ANTIGONE. Even so, I give both love, not share their hatred.

CREON. Down then to Hell! Love there, if love you must.

While I am living, no woman shall have rule.

[Enter GUARDS, with ISMENE.]

CHORUS. [Chants] See where Ismene leaves the palace-gate,

In tears shed for her sister. On her brow

A cloud of grief has blotted out her sun,

And breaks in rain upon her comeliness.

CREON. You, lurking like a serpent in my house,

Drinking my life-blood unawares; nor did

I know that I was cherishing two fiends,

Subverters of my throne; come, tell me this:

Do you confess you shared this burial.

Or will you swear you had no knowledge of it?

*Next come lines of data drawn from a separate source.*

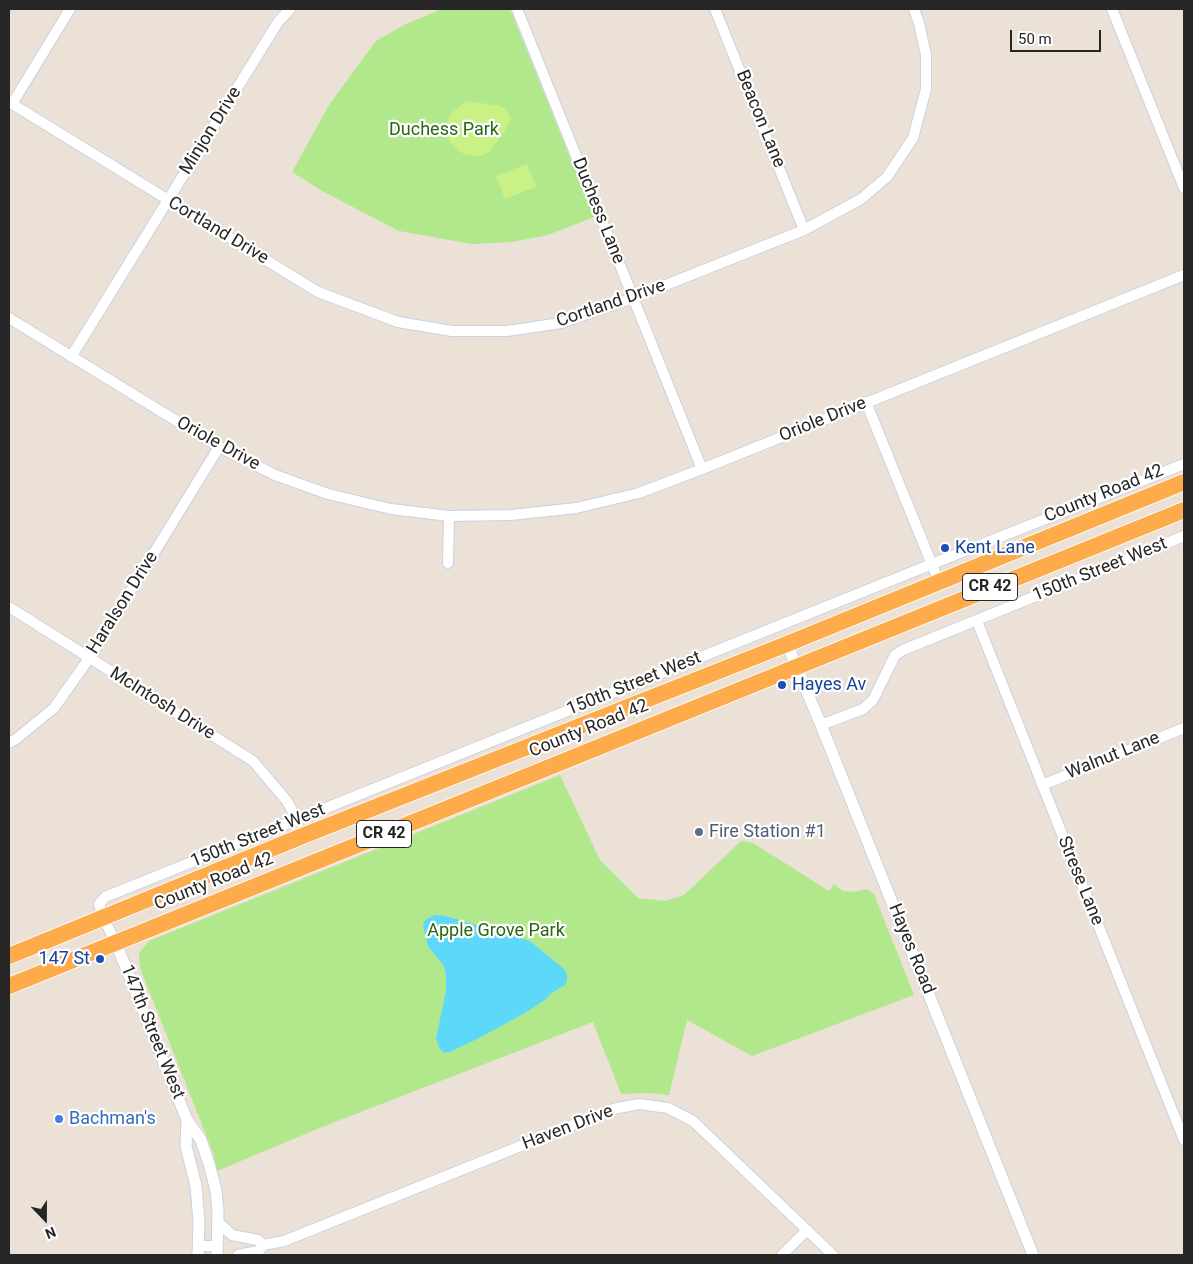 <!DOCTYPE html>
<html>
<head>
<meta charset="utf-8">
<style>
  body { margin:0 }
  #map { position:relative; width:1193px; height:1264px; overflow:hidden; background:#ebe1d6; font-family:Roboto,sans-serif }
  canvas { display:block }
  .frame { position:absolute; inset:0; border:10px solid #262626; pointer-events:none }
  .north { position:absolute; left:20px; top:1194px; width:50px; height:50px; -webkit-text-stroke:4px #fff; paint-order:stroke; rotate:158deg; font-size:14px; font-weight:700; line-height:20px; text-align:center; color:#262626 }
  .north::after { content:''; display:block; margin:auto; width:18px; height:22px; background:#262626; clip-path:polygon(50% 0,100% 100%,50% 72%,0 100%) }
  .scale { position:absolute; left:1010px; top:30px; width:91px; height:22px; box-sizing:border-box; border:2px solid #262626; border-top:0; padding-left:6px; font-size:15px; line-height:18px; white-space:nowrap; color:#262626; -webkit-text-stroke:4px #fff; paint-order:stroke }
</style>
</head>
<body>
<div id="map">
<canvas width="1193" height="1264"></canvas>
<div class="frame"></div>
<div class="north">N</div>
<div class="scale">50 m</div>
</div>
<script>
const c = document.querySelector('canvas').getContext('2d');
c.lineJoin = 'round';
function fill(path, color) {
  c.fillStyle = color;
  c.fill(path, 'evenodd');
}
function toPath(rows) {
  const path = new Path2D();
  for (const r of rows) {
    path.moveTo(r[0], r[1]);
    for (let i = 2; i < r.length; i += 2) path.lineTo(r[i], r[i + 1]);
  }
  return path;
}
function strokePath(path, color, width, dash) {
  c.strokeStyle = color;
  c.lineWidth = width;
  c.lineCap = dash ? 'butt' : 'round';
  c.setLineDash(dash || []);
  c.stroke(path);
}
function write(font, color, halo, rows, align = 'center') {
  c.font = font + ' Roboto,sans-serif';
  c.lineWidth = 4.5;
  c.setLineDash([]);
  c.textBaseline = 'middle';
  c.strokeStyle = halo;
  c.fillStyle = color;
  for (const [text, x, y, turn = 0] of rows) {
    c.save();
    c.translate(x, y);
    c.rotate((+turn || 0) * Math.PI / 180);
    c.textAlign = isNaN(turn) ? turn : align;
    if (halo) c.strokeText(text, 0, 0);
    c.fillText(text, 0, 0);
    c.restore();
  }
}
fill(toPath([
  [442,9,510,9,594,217,548,235,512,242,472,244,399,231,322,191,292,172,329,105,376,41,406,24],
  [560,775,600,860,638,898,665,901,684,895,741,841,753,843,829,891,834,884,843,891,853,892,867,889,874,894,914,995,752,1056,687,1020,669,1095,647,1093,621,1094,593,1022,322,1127,217,1171,214,1155,140,968,139,953,149,941]
]), '#b1e88c');
fill(toPath([
  [467,101,500,106,507,110,511,119,507,127,490,152,480,156,467,155,460,152,450,143,447,135,447,127,450,114],
  [527,164,536,187,505,199,496,176]
]), '#caf186');
fill(toPath([
  [435,915,446,916,530,941,564,969,567,974,567,980,565,985,550,994,545,1000,523,1014,477,1039,450,1052,444,1053,440,1049,436,1039,446,991,446,976,444,966,428,946,423,925,425,920]
]), '#5dd8f9');
const minor = toPath([
  [517,9,702,469],
  [715,9,804,230],
  [1112,9,1184,188],
  [9,102,318,292,398,322,452,331,507,331,561,323,633,298,804,230,861,199,887,177,913,138,926,89,926,55,919,23,914,9],
  [12,104,70,9],
  [9,318,219,447,275,475,328,494,391,509,449,516,511,515,576,508,639,493,702,469,1184,275],
  [71,357,278,22,290,9],
  [866,402,939,582],
  [448,563,449,516],
  [9,607,253,761,287,801,297,820],
  [977,621,1184,1140],
  [821,725,863,709,873,700,895,655,903,650,1184,536],
  [9,743,16,739,54,708,90,657,219,447],
  [1042,785,1184,728],
  [116,943,103,917,99,904,105,897,932,564,1184,464],
  [218,1222,232,1235,258,1240,263,1245],
  [199,1246,217,1246],
  [238,1255,259,1251,263,1245,284,1241,613,1109,639,1104,668,1108,693,1121,833,1255],
  [782,1255,807,1230]
]);
const tertiary = toPath([
  [787,644,821,725,1033,1255],
  [116,943,187,1120,201,1140,210,1167,216,1191,218,1211,217,1255],
  [187,1120,186,1146,196,1186,199,1222,198,1255]
]);
const trunk = toPath([
  [9,956,305,835,787,644,1184,482],
  [9,986,1184,510]
]);
strokePath(minor, '#cbd1e2', 12);
strokePath(tertiary, '#cbd1e2', 13);
strokePath(trunk, '#fff', 18);
strokePath(minor, '#fff', 10);
strokePath(tertiary, '#fff', 11);
strokePath(trunk, '#feac4b', 16);
for (const [x, y, r, color] of [
  [945,548,5,"#1a4fb4"],
  [782,685,5,"#1a4fb4"],
  [699,832,5,"#5c6f8a"],
  [100,959,5,"#1a4fb4"],
  [59,1119,5,"#3f7fe0"]
]) {
  const dot = new Path2D();
  dot.arc(x, y, r, 0, 2 * Math.PI);
  c.fillStyle = color;
  c.fill(dot);
  strokePath(dot, '#fff', 2);
}
for (const [x, y, w] of [
  [990,587,55],
  [384,834,55]
]) {
  const box = new Path2D();
  box.roundRect(x - w / 2, y - 13.5, w, 27, 4);
  c.fillStyle = '#fff';
  c.fill(box);
  strokePath(box, '#262626', 1);
}
write('bold 16px', '#262626', null, [
  ["CR 42",990,587],
  ["CR 42",384,834]
]);
write('18px', '#262626', '#fff', [
  ["Beacon Lane",760,119,68],
  ["Minjon Drive",211,131,-58],
  ["Duchess Lane",598,211,68],
  ["Cortland Drive",218,231,31],
  ["Cortland Drive",611,304,-19],
  ["Oriole Drive",823,420,-22],
  ["Oriole Drive",218,444,29],
  ["County Road 42",1104,494,-22],
  ["150th Street West",1100,570,-22],
  ["Haralson Drive",123,603,-58],
  ["150th Street West",634,684,-22],
  ["McIntosh Drive",162,704,32],
  ["County Road 42",589,729,-22],
  ["Walnut Lane",1113,756,-22],
  ["150th Street West",258,836,-22],
  ["Strese Lane",1080,881,68],
  ["County Road 42",214,882,-22],
  ["Hayes Road",911,949,68],
  ["147th Street West",152,1032,68],
  ["Haven Drive",568,1128,-21]
]);
write('18px', '#296712', '#fff', [
  ["Duchess Park",444,130],
  ["Apple Grove Park",496,931]
]);
write('18px', '#164399', '#fff', [
  ["Kent Lane",955,548],
  ["Hayes Av",792,685],
  ["147 St",90,959,"right"]
], 'left');
write('18px', '#4e5e75', '#fff', [
  ["Fire Station #1",709,832]
], 'left');
write('18px', '#366cbe', '#fff', [
  ["Bachman's",69,1119]
], 'left');
</script>
</body>
</html>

ISMENE. I did it too, if she allows my claim;

I share the burden of this heavy charge.

ANTIGONE. No! Justice will not suffer that; for you

Refused, and I gave you no part in it.

ISMENE. But in your stormy voyage I am glad

To share the danger, travelling at your side.

ANTIGONE. Whose was the deed the god of Death knows well;

I love not those who love in words alone.

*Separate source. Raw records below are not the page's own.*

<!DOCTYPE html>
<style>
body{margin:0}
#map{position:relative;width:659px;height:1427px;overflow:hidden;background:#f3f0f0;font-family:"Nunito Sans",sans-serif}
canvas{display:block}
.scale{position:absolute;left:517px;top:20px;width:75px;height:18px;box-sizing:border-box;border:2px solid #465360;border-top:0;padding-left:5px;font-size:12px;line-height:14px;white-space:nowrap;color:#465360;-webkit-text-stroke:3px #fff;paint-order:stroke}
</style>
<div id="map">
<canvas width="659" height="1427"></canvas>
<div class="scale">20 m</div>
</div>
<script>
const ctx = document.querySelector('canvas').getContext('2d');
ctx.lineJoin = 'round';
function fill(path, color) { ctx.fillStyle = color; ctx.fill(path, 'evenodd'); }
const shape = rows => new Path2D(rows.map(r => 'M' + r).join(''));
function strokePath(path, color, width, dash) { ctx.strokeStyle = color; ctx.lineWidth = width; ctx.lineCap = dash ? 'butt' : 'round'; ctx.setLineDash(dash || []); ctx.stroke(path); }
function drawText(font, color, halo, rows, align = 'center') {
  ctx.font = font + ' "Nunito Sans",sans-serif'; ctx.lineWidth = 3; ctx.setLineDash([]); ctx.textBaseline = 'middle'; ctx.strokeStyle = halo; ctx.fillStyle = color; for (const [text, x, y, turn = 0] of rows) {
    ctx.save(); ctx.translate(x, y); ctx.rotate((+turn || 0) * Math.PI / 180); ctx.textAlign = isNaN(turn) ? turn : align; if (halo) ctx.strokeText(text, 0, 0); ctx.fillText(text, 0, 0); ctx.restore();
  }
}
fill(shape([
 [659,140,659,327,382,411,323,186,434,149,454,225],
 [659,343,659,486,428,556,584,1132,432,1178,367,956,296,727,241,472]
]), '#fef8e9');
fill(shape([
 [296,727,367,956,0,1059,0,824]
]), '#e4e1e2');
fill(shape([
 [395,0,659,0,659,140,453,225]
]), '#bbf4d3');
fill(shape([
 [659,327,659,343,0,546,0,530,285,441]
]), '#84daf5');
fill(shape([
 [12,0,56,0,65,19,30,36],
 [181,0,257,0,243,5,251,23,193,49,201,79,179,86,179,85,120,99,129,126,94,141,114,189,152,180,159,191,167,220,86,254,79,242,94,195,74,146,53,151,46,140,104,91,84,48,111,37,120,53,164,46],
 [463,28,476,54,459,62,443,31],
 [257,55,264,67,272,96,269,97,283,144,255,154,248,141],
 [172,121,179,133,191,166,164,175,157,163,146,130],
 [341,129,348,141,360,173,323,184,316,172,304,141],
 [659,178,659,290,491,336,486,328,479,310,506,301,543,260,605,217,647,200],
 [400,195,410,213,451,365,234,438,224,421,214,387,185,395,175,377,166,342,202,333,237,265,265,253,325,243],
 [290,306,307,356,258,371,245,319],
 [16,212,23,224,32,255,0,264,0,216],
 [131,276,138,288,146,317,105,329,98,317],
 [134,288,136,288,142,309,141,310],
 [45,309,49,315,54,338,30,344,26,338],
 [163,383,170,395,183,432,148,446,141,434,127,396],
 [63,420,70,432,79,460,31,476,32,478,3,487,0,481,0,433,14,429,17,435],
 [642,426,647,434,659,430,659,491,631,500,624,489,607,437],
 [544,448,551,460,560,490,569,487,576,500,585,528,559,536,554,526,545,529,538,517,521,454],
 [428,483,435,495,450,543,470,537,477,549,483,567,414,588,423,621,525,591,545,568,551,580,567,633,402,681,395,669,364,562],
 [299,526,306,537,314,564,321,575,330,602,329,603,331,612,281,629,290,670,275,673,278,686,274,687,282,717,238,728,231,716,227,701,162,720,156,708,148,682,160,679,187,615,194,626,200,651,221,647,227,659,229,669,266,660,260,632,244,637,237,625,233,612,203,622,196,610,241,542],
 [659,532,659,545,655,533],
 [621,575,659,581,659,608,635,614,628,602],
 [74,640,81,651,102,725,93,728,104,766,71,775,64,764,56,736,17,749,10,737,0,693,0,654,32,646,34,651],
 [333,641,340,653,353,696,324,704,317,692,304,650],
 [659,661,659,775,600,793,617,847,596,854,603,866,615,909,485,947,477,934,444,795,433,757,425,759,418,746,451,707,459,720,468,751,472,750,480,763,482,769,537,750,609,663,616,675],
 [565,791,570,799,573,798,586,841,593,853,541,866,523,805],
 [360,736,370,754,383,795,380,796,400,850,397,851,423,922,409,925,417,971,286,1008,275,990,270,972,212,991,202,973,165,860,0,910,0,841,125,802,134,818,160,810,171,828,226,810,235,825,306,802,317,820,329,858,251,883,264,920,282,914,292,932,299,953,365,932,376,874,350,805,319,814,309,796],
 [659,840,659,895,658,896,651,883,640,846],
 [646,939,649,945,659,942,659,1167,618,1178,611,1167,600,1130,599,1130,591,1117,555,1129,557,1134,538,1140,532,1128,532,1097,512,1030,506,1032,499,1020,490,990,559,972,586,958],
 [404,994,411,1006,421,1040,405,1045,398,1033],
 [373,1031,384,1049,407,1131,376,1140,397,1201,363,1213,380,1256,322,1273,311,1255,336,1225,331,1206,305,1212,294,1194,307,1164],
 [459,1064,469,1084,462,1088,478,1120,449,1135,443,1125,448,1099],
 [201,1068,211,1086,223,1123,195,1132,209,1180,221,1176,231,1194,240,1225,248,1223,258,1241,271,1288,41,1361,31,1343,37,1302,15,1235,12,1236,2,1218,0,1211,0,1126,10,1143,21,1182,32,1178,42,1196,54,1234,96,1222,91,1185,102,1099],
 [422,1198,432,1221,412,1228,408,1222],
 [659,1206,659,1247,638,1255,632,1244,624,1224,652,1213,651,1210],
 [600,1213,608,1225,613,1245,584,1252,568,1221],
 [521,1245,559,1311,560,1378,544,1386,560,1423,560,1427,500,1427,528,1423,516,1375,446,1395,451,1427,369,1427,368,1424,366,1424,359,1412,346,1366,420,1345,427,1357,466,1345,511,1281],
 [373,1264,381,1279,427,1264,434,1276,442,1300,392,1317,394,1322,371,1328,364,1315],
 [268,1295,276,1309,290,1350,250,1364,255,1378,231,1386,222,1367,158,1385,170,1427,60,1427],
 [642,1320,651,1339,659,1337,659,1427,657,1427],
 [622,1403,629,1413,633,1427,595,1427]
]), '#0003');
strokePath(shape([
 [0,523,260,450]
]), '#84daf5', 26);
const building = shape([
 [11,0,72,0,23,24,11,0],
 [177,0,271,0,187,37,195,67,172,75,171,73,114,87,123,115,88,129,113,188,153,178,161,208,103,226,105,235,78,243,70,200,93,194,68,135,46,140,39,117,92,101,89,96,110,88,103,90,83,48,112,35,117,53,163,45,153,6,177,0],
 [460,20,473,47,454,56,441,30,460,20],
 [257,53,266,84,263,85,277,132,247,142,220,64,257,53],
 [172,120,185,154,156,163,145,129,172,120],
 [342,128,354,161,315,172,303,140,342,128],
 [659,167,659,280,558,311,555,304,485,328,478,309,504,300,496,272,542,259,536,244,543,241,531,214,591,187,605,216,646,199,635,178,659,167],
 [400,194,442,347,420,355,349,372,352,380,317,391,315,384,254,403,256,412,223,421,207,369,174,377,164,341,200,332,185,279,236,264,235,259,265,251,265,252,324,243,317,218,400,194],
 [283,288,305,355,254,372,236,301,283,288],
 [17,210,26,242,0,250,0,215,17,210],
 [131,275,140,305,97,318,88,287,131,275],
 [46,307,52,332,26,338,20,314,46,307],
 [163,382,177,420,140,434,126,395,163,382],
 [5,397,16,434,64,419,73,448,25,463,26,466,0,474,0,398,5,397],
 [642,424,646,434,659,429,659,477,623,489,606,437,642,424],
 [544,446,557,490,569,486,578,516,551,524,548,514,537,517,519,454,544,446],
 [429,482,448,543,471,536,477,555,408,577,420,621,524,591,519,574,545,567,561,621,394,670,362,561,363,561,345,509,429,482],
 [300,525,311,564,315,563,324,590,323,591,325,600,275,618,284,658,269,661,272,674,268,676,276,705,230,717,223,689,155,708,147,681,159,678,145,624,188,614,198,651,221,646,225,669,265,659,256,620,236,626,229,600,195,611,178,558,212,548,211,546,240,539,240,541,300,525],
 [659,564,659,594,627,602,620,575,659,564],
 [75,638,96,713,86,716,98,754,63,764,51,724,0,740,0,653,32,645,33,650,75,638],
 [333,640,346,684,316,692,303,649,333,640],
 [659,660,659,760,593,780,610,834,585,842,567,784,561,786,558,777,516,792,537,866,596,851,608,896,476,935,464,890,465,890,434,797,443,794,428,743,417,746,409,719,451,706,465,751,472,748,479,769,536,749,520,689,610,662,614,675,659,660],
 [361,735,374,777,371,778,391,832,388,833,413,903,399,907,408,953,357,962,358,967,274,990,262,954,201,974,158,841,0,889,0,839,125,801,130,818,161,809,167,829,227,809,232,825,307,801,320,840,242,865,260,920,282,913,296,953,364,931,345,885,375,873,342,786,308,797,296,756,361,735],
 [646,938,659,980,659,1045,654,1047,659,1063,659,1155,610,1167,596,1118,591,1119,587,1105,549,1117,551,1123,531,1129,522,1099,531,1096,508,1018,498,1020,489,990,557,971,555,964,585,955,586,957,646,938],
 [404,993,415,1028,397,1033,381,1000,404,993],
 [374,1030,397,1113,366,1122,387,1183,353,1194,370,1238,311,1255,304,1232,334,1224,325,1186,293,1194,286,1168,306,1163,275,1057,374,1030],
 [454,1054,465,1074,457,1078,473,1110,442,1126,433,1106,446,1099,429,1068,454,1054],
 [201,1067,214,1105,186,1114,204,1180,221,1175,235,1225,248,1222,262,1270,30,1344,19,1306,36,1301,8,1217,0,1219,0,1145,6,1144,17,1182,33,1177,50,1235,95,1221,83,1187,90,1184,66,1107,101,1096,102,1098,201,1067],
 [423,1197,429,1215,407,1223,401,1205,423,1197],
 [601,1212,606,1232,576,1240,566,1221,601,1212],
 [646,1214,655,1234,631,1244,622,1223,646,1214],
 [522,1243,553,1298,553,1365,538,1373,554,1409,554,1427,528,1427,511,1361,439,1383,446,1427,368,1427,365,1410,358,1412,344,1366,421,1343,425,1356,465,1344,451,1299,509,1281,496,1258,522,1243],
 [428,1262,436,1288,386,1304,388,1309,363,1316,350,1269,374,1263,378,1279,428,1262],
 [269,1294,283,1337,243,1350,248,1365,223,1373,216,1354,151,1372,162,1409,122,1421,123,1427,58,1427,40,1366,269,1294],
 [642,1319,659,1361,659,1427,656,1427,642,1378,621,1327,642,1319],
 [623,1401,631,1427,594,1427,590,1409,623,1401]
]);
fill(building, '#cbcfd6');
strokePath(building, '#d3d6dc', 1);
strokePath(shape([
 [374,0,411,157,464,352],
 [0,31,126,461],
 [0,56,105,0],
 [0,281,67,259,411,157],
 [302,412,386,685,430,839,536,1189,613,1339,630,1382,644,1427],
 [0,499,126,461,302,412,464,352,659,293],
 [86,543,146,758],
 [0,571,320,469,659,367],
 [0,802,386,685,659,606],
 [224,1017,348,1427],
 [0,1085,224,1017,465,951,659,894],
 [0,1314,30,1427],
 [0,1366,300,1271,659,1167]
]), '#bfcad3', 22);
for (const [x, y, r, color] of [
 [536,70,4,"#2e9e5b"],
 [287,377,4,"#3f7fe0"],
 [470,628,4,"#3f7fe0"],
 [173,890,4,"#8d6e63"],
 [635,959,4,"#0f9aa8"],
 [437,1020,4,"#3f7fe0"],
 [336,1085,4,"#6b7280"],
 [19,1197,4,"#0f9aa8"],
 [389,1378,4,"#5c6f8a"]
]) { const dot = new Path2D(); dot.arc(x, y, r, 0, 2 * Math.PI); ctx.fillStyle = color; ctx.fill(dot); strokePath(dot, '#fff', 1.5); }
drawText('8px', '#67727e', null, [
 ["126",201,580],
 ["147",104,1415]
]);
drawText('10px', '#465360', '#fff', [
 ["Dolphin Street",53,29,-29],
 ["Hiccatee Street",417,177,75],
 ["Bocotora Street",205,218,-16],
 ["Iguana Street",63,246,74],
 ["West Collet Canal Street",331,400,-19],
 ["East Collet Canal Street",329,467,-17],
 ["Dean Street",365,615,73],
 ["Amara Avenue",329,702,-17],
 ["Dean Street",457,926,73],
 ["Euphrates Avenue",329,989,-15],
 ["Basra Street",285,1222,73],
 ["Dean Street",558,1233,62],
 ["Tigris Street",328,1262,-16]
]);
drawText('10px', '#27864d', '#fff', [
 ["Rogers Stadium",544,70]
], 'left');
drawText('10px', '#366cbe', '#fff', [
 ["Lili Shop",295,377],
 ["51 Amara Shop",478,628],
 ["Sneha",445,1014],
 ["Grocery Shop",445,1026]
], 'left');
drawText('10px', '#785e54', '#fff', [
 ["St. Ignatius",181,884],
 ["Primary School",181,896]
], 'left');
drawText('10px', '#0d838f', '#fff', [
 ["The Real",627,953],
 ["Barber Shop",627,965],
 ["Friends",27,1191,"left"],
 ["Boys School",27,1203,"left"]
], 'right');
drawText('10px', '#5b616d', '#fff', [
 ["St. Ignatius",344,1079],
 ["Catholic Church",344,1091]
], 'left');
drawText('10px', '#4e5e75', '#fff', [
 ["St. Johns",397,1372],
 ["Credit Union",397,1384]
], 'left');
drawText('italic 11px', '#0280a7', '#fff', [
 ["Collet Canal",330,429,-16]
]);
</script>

ISMENE. My sister, do not scorn me, nor refuse

That I may die with you, honouring the dead.

ANTIGONE. You shall not die with me, nor claim as yours

What you rejected. My death will be enough.

ISMENE. What life is left to me if I lose you?

ANTIGONE. Ask Creon! It was Creon that you cared for.

ISMENE. O why taunt me, when it does not help you?

ANTIGONE. If I do taunt you, it is to my pain.

ISMENE. Can I not help you, even at this late hour?

ANTIGONE. Save your own life. I grudge not your escape.

ISMENE. Alas! Can I not join you in your fate?

ANTIGONE. You cannot: you chose life, and I chose death.

ISMENE. But not without the warning that I gave you!

ANTIGONE. Some thought you wise; the dead commended me.

ISMENE. But my offence has been as great as yours.

ANTIGONE. Be comforted; you live, but I have given

My life already, in service of the dead.

CREON. Of these two girls, one has been driven frantic,

The other has been frantic since her birth.

ISMENE. Not so, my lord; but when disaster comes

The reason that one has can not stand firm.

CREON. Yours did not, when you chose to partner crime!

ISMENE. But what is life to me, without my sister?

CREON. Say not ‘my sister’: sister you have none.

Antigone hangs herself. Creon’s son Haemon, who was engaged to her, kills himself. Haemon’s devastated mother kills herself. For his hubris, Creon has witnessed the devastating collapse of his household.

A version of this story by Jean Anouilh was performed in Paris in 1944. Its juxtaposition of rejection of authority (by Antigone) and acceptance of it (by Creon) offered parallels with life under the German Occupation of France.